10 November 2019
We entrap ourselves in self-deception because we are absolutist
IN the age before the ubiquity of social media, our country’s response to the carefully crafted creation of public heroes went without much contest.
Not that such creation is based on a tapestry of lies, but, with each truth or lie, and accompanying hubris, there’s a shade of grey we often don’t pay much attention to.
It may be that this is so because it is upsetting to our being that what ought sensibly to be a universally held truth, our escape from our pain, is laden with “ifs”, “maybes” and “perhaps”.
We are obsessed with the creation of heroes and villains. We live in black or white. Right and wrong.

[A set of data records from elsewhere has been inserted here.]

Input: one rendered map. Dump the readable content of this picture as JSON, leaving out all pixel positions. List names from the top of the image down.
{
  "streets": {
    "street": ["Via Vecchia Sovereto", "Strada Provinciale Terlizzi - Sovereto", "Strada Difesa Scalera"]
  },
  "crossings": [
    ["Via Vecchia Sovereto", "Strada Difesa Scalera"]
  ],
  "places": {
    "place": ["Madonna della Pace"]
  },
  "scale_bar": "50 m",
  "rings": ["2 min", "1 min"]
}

Take the celebrations of the Springboks’s Rugby World Cup win. EFF spokesperson Mbuyiseng Ndlozi makes comments that are racially charged, that seem to be designed to water down the euphoria brought by the victory.
What do we do? We shout him down. It’s our time to celebrate. Allow us one hour to let it sink in, Ndlozi. We issue unprintable expletives on social media to let it be known that anybody who agrees with him is an ass who must shut the hell up to avoid ridicule.
Yet, if we are honest, the truth lies between Ndlozi and those ordering him to shut up – the proverbial grey space that requires a force of reason, not mere right or wrong, hero or villain.
There is some truth in what Ndlozi said about how the rugby victory is not a panacea for all our ills. He is correct that the momentary upsurge in patriotism must never lull us into believing that the basis of our disunity has simply vanished because Mapimpi’s try was amazing.
Yet, he too must be reminded that the smiles we wear each day are not because we have no challenges.
If his logic was correct, it would mean all those staying in shacks would never have a reason to laugh out loud because they have no houses. It means Ndlozi, were he to visit Hammanskraal, would expect to see people crying in the streets because they have no clean water.
We know better, though. We also know Hammanskraal invented mavuso, among many other things!
It is more an unwillingness rather than inability to contend with our grey issues that stands as a potent risk to our growth. When, for example, the Cyril Ramaphosa administration hosts an investment conference that raises R371-billion, we celebrate him as a hero. We do not hold back. Indeed, he is the first president to achieve this.
As he says in his address to the conference, these investment conferences are no talk shops.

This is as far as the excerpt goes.